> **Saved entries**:

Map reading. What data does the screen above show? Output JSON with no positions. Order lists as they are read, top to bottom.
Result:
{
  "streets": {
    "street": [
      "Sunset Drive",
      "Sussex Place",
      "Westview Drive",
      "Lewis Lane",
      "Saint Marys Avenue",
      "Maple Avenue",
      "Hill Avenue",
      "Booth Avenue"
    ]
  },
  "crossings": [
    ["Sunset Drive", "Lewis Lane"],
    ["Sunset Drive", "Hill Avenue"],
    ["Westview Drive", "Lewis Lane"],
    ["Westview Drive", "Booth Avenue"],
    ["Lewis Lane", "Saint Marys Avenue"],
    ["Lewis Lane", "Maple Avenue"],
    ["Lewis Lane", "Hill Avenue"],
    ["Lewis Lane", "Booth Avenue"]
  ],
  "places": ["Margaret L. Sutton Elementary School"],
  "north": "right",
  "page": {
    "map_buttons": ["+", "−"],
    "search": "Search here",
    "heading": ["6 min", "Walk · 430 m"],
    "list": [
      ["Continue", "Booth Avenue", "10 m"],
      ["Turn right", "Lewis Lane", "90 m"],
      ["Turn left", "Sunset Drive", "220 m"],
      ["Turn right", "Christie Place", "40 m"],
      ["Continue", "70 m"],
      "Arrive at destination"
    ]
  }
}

> **TASK TO COMPLETE**: The records above must be set down again exactly as written.

> **SOLUTION BELOW**:
Map reading. What data does the screen above show? Output JSON with no positions. Order lists as they are read, top to bottom.
Result:
{
  "streets": {
    "street": [
      "Sunset Drive",
      "Sussex Place",
      "Westview Drive",
      "Lewis Lane",
      "Saint Marys Avenue",
      "Maple Avenue",
      "Hill Avenue",
      "Booth Avenue"
    ]
  },
  "crossings": [
    ["Sunset Drive", "Lewis Lane"],
    ["Sunset Drive", "Hill Avenue"],
    ["Westview Drive", "Lewis Lane"],
    ["Westview Drive", "Booth Avenue"],
    ["Lewis Lane", "Saint Marys Avenue"],
    ["Lewis Lane", "Maple Avenue"],
    ["Lewis Lane", "Hill Avenue"],
    ["Lewis Lane", "Booth Avenue"]
  ],
  "places": ["Margaret L. Sutton Elementary School"],
  "north": "right",
  "page": {
    "map_buttons": ["+", "−"],
    "search": "Search here",
    "heading": ["6 min", "Walk · 430 m"],
    "list": [
      ["Continue", "Booth Avenue", "10 m"],
      ["Turn right", "Lewis Lane", "90 m"],
      ["Turn left", "Sunset Drive", "220 m"],
      ["Turn right", "Christie Place", "40 m"],
      ["Continue", "70 m"],
      "Arrive at destination"
    ]
  }
}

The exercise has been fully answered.